Exercise goal:
Reproduce, exactly, the lines of the material below from the line containing "g.lineJoin = 'round';" through the line containing "const toPath = rows", with both end lines included and nothing else.

Data for processing:

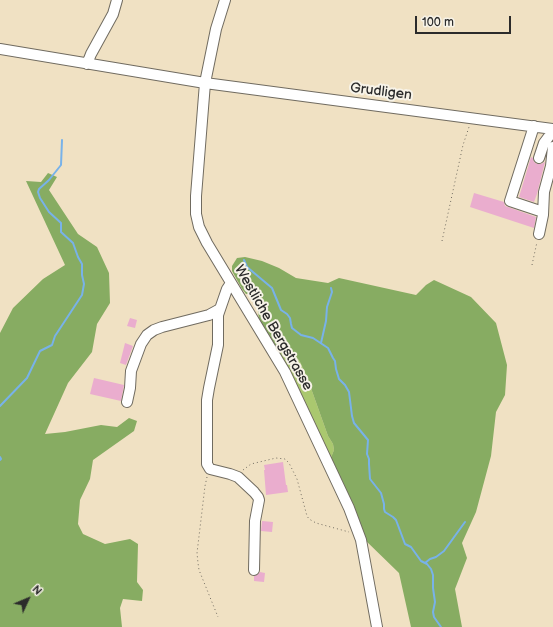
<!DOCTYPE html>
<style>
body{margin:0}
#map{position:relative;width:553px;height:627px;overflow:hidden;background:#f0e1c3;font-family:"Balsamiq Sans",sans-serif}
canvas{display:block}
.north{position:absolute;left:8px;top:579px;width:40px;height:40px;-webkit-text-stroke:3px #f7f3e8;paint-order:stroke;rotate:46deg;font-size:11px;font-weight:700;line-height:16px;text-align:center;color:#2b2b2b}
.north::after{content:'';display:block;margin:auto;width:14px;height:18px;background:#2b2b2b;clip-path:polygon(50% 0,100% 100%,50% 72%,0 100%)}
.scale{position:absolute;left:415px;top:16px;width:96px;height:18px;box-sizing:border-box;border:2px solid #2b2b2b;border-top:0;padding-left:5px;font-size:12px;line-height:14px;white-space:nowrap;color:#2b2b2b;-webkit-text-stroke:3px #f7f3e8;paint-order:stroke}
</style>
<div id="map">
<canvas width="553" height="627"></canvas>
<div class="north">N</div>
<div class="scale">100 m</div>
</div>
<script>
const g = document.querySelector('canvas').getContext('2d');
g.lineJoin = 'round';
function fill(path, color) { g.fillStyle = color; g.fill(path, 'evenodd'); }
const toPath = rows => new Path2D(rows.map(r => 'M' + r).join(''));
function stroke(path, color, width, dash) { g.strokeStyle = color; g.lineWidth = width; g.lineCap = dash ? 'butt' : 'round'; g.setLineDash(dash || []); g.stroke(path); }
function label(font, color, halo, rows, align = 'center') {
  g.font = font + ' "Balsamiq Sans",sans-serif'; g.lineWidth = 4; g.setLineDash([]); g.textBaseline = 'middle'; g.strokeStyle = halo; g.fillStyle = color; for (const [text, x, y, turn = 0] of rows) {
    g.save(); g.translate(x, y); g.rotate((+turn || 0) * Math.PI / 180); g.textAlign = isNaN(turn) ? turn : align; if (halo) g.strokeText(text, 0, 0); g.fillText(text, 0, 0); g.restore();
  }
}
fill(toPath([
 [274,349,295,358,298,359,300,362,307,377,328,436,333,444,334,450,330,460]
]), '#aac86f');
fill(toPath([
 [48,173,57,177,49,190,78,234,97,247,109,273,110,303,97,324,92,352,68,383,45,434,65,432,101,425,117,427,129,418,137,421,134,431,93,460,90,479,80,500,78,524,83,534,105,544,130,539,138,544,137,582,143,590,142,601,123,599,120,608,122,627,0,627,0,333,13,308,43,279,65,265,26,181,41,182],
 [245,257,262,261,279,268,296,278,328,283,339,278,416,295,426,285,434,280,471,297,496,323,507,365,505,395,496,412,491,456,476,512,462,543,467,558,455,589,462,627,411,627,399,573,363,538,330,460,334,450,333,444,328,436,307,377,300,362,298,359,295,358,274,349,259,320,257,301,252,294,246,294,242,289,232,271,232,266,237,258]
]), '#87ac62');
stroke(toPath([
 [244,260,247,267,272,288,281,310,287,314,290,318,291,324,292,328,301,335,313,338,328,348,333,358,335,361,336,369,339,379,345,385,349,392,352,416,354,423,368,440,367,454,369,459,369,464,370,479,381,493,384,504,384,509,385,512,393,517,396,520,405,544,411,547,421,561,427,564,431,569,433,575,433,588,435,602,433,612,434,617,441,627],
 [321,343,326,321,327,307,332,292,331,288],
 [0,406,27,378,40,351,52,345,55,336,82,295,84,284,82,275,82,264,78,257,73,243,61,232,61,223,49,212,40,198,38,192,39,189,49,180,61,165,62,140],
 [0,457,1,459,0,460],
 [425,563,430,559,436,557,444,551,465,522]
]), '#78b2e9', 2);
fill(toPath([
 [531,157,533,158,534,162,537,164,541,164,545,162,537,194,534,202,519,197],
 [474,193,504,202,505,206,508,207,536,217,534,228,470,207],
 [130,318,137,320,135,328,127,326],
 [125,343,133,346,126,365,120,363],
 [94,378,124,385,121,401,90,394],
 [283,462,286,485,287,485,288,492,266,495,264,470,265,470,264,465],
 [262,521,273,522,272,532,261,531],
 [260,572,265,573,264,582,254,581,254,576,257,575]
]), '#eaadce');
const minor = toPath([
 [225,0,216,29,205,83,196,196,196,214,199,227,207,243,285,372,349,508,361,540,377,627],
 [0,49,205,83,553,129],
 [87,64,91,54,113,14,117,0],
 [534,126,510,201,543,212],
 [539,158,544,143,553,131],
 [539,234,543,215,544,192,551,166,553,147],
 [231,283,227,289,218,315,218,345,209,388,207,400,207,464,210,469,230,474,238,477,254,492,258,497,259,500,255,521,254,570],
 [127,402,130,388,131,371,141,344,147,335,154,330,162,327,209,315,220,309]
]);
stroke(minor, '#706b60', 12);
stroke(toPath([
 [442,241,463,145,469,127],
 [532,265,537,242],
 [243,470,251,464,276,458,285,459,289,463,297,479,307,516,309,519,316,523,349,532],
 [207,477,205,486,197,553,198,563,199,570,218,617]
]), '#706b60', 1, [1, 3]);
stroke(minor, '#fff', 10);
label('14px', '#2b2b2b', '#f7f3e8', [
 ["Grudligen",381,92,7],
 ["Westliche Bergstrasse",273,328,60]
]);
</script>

Exercise answer:
g.lineJoin = 'round';
function fill(path, color) { g.fillStyle = color; g.fill(path, 'evenodd'); }
const toPath = rows => new Path2D(rows.map(r => 'M' + r).join(''));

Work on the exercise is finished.